Le Hollandais Volant

La tempête fait rage dans le port. Les hautes vagues s’écrasent sur le seul navire amarré au quai. Tout l’équipage est descendu sur le pont pour se mettre à l’abri. Seul le capitaine, grand et fort, est sur le pont. Il est en colère, très très en colère. Il avait déjà dû repousser le départ de quelques jours et maintenant une tempête allait l’empêcher de quitter à nouveau le port ? Il ne le pense pas ! Il avait navigué sur les mers dans des conditions bien pires.

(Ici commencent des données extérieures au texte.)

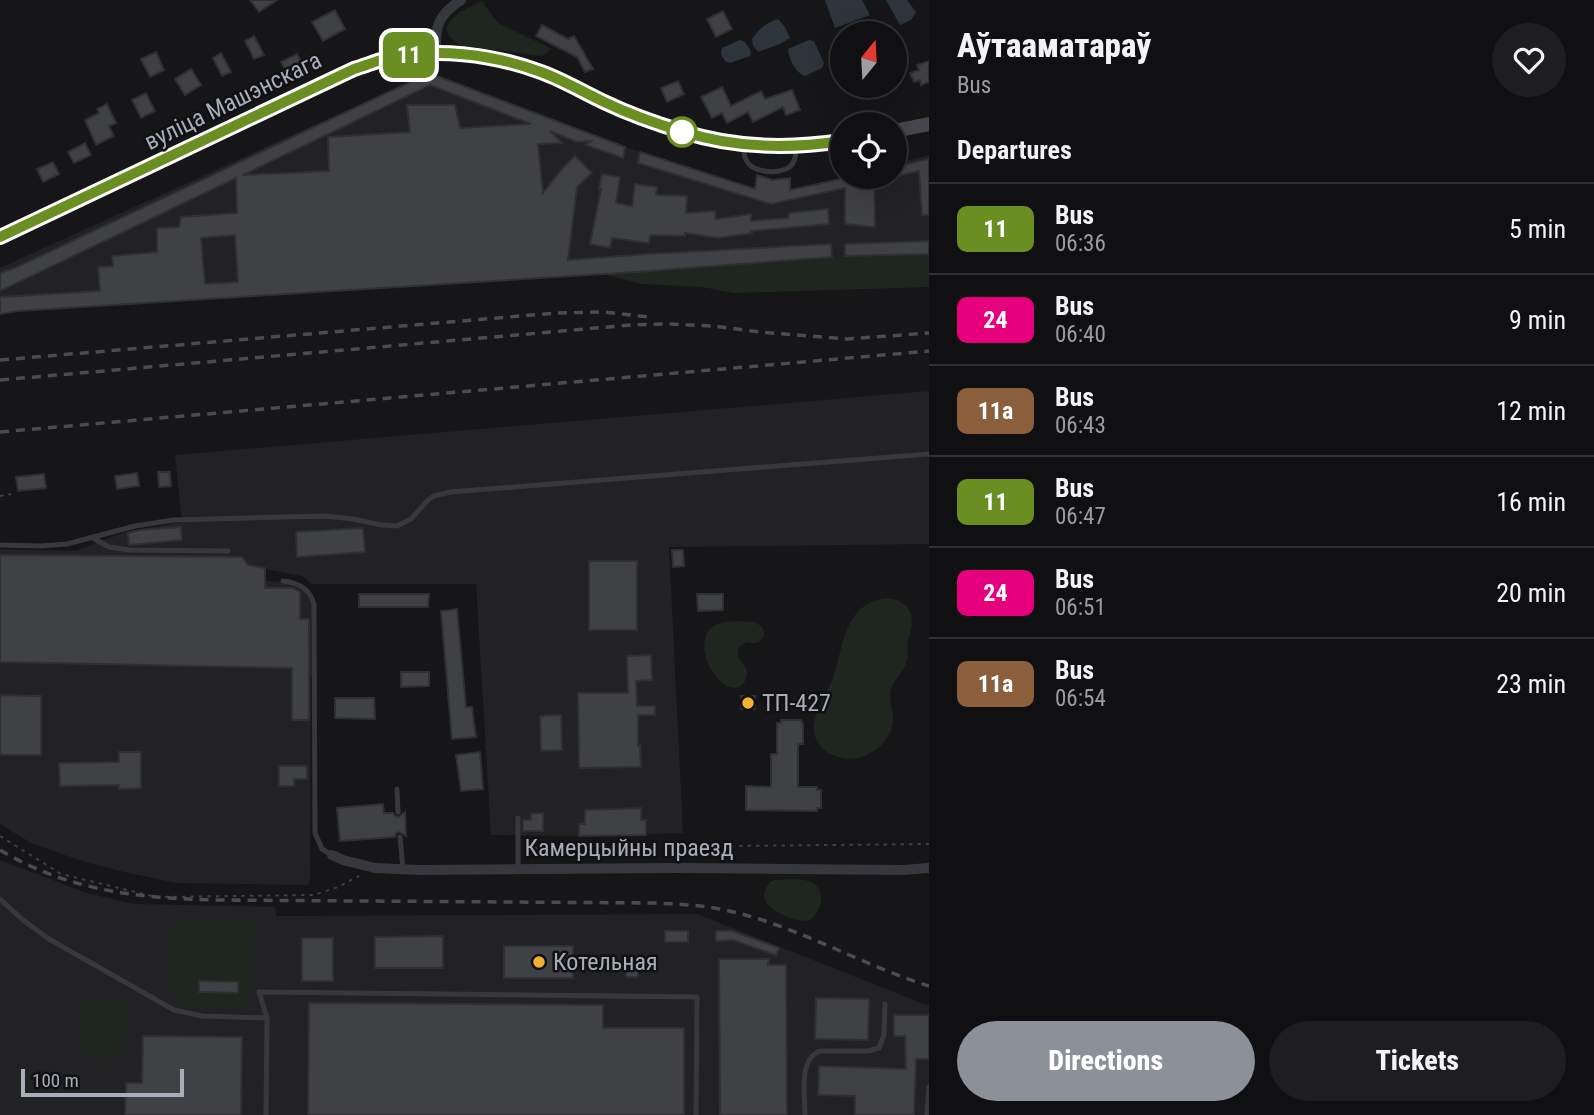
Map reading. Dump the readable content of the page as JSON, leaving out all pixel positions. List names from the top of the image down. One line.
{"streets":{"main road":["вуліца Машэнскага"],"street":["Камерцыйны праезд"]},"places":["ТП-427","Котельная"],"lines":["bus line 11"],"scale_bar":"100 m","north":"top","page":{"on_map":"11","heading":[["Аўтааматараў","Bus"],"Departures"],"list":[{"mark":"11","name":"Bus","note":"06:36","value":"5 min"},{"mark":"24","name":"Bus","note":"06:40","value":"9 min"},{"mark":"11а","name":"Bus","note":"06:43","value":"12 min"},{"mark":"11","name":"Bus","note":"06:47","value":"16 min"},{"mark":"24","name":"Bus","note":"06:51","value":"20 min"},{"mark":"11а","name":"Bus","note":"06:54","value":"23 min"}],"buttons":["Directions","Tickets"],"scale":"100 m"}}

Le capitaine se dirigea vers son équipage et rugit : « Demain, nous partons, qu’il pleuve ou qu’il vente ! ». Et bien que l’équipage ait confiance en son capitaine, cela leur semblait dangereux. Mais personne n’osa parler. Seul le maître d’équipage se racla la gorge et dit : « Ehm capitaine ? Demain c’est Pâques et on n’a pas le droit de partir ? » Le capitaine hésita une minute, puis il frappa la table de son poing et cria : « C’est moi qui déciderai de la date de notre départ ! Aucune tempête ou jour de Pâques ne le décidera pour moi ! Faites en sorte que tout soit prêt pour le départ demain à la première heure. » Et il se retira dans sa cabine en jurant.

Le lendemain matin, la tempête faisait encore plus rage, mais le capitaine était déterminé à prendre le large. Son équipage avait des doutes, mais il avait aussi confiance en son capitaine. Ils hissèrent les voiles et amenèrent l’ancre. Un autre capitaine vint leur demander s’ils étaient vraiment aussi fous pour partir en pleine tempête et à Pâques. Le capitaine répondit : « C’est moi qui décide quand nous partons et nous partons maintenant ! Même si nous devons naviguer jusqu’à l’éternité, nous y allons ! » Et c’etait son dernier mot.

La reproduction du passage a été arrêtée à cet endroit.